* _Exercise directions_: In the entries, find all lines that hold the word "details" and copy them.

Start of Data under study

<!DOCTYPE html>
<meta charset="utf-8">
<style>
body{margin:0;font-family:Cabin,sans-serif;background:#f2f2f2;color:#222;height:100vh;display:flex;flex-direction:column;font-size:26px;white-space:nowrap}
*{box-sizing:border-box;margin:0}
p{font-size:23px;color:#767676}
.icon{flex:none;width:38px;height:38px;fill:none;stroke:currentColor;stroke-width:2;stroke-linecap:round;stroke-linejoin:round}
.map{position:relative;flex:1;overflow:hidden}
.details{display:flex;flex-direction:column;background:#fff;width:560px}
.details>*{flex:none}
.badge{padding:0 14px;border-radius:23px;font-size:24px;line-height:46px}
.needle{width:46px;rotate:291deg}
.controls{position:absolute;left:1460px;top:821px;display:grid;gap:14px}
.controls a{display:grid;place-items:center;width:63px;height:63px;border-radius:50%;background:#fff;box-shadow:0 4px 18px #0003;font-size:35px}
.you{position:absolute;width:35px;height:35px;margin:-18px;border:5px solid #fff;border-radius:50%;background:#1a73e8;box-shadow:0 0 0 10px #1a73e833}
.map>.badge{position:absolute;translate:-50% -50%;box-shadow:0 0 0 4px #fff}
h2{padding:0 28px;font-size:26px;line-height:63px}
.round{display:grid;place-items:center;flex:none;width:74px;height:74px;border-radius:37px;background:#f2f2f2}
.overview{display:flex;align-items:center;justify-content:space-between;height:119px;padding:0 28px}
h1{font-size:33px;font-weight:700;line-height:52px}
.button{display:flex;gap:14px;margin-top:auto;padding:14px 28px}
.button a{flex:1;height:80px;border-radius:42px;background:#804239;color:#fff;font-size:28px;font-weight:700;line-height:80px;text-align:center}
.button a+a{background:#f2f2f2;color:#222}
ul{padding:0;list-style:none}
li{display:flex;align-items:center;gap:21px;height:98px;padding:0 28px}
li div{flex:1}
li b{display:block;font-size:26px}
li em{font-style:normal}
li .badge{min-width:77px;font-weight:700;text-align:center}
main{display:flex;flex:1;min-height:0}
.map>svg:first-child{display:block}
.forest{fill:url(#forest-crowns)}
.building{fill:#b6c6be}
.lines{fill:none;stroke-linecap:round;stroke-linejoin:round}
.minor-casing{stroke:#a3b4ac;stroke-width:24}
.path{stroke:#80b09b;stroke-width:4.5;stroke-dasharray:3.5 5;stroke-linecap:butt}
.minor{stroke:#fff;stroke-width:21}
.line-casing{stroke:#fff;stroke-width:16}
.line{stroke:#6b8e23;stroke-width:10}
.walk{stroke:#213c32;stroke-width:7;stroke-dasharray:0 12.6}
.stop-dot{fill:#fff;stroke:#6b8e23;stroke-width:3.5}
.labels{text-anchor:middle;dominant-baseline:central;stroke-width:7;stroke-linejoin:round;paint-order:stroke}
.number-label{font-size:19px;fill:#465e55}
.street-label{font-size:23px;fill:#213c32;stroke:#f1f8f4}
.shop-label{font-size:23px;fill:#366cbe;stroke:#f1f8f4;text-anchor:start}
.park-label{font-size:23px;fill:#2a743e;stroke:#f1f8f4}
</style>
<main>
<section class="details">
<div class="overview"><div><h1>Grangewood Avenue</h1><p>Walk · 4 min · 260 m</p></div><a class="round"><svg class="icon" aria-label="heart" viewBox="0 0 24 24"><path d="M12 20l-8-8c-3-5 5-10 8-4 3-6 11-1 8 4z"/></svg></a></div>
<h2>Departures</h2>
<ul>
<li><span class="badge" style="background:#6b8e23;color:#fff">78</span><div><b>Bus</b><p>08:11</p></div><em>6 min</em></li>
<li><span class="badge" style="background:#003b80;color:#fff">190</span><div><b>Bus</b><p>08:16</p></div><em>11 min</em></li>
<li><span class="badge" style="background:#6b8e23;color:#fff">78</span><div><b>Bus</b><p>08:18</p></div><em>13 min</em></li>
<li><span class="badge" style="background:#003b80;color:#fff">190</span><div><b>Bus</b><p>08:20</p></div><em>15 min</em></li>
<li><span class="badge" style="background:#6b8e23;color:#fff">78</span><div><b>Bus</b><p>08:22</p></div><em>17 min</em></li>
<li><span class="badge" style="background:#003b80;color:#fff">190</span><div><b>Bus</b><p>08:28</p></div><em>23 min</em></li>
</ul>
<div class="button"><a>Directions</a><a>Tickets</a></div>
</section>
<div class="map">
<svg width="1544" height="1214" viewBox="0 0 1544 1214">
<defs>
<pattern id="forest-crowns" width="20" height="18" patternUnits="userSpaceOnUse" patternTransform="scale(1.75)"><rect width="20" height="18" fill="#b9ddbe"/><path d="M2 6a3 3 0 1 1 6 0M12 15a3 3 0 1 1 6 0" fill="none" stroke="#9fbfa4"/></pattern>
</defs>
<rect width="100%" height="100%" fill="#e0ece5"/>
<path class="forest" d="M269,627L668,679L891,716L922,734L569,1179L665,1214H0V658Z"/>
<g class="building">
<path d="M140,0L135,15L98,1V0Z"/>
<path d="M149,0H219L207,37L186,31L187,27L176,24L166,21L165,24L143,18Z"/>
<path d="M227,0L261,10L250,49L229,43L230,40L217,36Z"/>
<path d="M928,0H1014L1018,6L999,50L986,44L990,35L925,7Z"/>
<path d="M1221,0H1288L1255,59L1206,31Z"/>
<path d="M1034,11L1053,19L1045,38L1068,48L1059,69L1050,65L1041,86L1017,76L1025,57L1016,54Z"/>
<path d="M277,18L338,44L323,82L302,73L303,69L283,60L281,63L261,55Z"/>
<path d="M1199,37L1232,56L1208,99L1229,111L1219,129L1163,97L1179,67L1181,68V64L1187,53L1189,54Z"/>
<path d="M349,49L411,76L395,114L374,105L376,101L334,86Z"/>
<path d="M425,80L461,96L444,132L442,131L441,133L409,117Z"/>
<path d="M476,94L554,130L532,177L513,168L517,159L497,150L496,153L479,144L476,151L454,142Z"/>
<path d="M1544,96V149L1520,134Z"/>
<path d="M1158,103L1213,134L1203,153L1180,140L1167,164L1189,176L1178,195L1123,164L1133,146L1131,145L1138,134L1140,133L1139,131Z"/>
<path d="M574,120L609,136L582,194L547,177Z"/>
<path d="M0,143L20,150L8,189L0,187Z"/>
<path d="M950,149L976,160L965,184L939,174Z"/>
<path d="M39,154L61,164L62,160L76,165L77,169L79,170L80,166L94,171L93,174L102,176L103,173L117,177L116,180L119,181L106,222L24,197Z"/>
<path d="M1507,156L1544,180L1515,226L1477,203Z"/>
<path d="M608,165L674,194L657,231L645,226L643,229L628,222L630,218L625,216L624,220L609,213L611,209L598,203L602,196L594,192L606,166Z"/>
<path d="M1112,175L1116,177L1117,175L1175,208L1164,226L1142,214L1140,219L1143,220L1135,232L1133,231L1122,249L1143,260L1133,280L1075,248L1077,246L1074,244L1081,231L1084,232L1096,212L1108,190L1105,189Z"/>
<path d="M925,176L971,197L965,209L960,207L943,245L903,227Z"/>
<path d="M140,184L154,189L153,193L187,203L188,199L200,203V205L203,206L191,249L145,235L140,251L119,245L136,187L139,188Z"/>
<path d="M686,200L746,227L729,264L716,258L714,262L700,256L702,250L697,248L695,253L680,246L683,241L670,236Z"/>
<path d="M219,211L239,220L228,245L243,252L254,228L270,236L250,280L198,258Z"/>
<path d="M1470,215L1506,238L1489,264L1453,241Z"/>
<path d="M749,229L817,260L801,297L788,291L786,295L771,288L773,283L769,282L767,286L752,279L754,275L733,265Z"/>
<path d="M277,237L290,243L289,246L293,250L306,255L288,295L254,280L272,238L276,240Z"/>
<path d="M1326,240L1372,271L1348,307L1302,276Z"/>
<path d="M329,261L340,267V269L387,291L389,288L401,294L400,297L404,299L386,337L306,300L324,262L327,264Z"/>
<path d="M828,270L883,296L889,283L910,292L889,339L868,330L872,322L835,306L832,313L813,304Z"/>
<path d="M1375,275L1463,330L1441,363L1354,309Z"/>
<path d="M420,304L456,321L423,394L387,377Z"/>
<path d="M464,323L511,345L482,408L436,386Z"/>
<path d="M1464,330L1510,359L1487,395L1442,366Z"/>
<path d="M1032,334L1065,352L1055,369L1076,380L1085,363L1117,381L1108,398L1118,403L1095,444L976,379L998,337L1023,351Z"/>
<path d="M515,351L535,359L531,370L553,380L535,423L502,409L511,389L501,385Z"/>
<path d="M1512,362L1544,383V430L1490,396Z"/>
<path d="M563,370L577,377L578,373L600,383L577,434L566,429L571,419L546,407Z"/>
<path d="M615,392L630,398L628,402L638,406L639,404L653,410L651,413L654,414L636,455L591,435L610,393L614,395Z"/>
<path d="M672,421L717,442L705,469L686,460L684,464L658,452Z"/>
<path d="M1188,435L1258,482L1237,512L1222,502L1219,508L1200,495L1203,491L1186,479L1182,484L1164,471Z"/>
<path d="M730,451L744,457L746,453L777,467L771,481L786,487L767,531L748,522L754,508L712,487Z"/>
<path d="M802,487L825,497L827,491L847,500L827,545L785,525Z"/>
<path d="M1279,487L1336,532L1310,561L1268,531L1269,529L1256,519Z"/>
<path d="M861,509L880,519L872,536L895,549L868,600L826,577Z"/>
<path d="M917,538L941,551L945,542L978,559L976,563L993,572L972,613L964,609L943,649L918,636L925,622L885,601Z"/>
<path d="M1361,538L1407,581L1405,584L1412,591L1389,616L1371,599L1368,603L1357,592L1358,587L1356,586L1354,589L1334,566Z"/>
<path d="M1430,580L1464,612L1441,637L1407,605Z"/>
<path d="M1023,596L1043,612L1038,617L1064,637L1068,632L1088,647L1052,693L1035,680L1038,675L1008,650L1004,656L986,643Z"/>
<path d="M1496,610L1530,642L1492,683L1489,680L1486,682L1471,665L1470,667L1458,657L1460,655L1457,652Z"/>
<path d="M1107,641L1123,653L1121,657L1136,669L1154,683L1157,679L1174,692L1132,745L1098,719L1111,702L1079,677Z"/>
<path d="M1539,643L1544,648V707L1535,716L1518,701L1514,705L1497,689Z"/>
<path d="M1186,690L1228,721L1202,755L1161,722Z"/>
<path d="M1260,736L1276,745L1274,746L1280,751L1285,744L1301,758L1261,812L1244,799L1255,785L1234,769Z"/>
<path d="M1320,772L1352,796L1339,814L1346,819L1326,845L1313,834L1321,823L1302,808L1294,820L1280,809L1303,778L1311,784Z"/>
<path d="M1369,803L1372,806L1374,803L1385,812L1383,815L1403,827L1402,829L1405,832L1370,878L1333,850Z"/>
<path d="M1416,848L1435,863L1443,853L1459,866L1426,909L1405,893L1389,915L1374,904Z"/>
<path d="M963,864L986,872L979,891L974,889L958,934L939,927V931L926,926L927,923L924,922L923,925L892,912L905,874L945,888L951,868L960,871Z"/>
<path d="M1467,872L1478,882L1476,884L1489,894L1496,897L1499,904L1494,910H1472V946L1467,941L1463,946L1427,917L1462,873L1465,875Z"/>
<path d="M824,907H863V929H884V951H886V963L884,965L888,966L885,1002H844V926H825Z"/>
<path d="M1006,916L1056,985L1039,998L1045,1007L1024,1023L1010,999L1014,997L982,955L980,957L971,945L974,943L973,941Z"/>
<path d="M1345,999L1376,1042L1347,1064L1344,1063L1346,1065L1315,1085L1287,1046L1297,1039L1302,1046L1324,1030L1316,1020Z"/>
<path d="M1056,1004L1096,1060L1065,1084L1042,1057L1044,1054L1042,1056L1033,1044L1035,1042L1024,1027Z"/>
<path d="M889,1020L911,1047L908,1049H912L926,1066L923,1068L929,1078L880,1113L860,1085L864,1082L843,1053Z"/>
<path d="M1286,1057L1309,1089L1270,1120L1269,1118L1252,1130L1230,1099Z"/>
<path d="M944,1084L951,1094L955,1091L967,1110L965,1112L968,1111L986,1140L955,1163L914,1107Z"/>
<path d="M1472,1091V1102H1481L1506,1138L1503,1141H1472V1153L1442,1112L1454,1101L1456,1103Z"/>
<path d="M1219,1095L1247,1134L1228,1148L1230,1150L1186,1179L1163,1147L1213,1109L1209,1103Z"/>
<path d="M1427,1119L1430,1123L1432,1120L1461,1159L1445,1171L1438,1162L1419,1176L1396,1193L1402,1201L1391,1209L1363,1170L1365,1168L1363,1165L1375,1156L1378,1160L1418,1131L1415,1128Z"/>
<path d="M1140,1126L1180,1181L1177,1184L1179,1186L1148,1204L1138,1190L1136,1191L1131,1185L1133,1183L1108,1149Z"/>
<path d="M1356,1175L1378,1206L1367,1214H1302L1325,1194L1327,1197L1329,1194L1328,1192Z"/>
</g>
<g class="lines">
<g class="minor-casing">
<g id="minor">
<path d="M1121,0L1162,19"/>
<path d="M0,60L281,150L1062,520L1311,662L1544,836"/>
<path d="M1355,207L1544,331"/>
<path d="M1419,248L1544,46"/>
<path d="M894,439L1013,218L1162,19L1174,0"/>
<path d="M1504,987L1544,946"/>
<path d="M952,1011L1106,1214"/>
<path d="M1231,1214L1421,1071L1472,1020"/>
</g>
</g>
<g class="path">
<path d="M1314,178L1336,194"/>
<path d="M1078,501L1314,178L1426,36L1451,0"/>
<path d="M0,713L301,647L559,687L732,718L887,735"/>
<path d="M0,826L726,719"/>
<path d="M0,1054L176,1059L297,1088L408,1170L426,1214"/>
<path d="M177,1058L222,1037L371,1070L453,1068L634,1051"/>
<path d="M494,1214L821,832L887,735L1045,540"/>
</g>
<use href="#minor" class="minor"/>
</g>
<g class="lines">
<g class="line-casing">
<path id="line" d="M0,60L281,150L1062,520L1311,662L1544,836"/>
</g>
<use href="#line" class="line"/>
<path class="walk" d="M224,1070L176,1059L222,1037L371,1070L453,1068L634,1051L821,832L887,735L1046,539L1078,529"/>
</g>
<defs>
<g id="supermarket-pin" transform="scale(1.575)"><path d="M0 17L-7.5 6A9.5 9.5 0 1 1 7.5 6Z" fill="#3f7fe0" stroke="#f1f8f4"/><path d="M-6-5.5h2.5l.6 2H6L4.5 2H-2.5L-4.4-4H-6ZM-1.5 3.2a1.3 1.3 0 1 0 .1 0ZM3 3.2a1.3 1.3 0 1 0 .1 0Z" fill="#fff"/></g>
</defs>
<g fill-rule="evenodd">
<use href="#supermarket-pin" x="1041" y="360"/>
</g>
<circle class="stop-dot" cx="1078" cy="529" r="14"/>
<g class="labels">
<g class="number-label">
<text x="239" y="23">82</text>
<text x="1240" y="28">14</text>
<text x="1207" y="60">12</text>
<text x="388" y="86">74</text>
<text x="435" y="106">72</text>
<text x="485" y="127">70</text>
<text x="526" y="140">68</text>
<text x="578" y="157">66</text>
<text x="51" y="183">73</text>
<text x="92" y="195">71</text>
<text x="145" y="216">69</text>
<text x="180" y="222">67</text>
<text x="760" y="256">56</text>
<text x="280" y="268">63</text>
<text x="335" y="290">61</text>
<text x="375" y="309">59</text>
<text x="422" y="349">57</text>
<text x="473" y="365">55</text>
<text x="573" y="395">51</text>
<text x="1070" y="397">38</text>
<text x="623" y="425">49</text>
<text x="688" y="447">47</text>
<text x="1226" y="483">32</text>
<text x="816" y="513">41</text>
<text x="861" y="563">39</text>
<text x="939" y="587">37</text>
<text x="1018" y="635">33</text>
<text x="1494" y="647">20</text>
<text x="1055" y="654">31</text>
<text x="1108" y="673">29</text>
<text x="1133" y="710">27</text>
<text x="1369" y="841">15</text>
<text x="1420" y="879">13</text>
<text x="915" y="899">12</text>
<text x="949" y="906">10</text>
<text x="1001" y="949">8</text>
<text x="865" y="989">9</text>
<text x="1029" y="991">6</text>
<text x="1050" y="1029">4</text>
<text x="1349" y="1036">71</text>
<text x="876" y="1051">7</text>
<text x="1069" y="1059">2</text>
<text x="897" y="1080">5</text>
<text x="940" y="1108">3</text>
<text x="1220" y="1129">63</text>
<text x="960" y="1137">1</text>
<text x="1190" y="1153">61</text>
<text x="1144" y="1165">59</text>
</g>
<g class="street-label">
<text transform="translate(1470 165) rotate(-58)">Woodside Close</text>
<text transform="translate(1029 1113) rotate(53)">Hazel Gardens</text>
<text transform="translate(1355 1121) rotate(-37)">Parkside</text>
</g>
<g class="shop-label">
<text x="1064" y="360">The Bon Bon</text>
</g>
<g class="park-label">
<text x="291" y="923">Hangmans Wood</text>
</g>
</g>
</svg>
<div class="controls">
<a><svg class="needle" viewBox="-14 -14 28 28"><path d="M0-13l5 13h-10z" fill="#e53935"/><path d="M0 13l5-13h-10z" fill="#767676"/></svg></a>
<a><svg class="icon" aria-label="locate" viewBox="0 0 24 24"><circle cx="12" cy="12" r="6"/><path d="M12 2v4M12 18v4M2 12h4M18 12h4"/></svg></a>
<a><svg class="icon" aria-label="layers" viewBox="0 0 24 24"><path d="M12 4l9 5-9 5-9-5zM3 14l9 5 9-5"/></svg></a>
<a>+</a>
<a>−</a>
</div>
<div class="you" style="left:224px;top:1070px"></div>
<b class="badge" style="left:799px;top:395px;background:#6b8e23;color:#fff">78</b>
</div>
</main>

End of Data under study

* _Response_:
.details{display:flex;flex-direction:column;background:#fff;width:560px}
.details>*{flex:none}
<section class="details">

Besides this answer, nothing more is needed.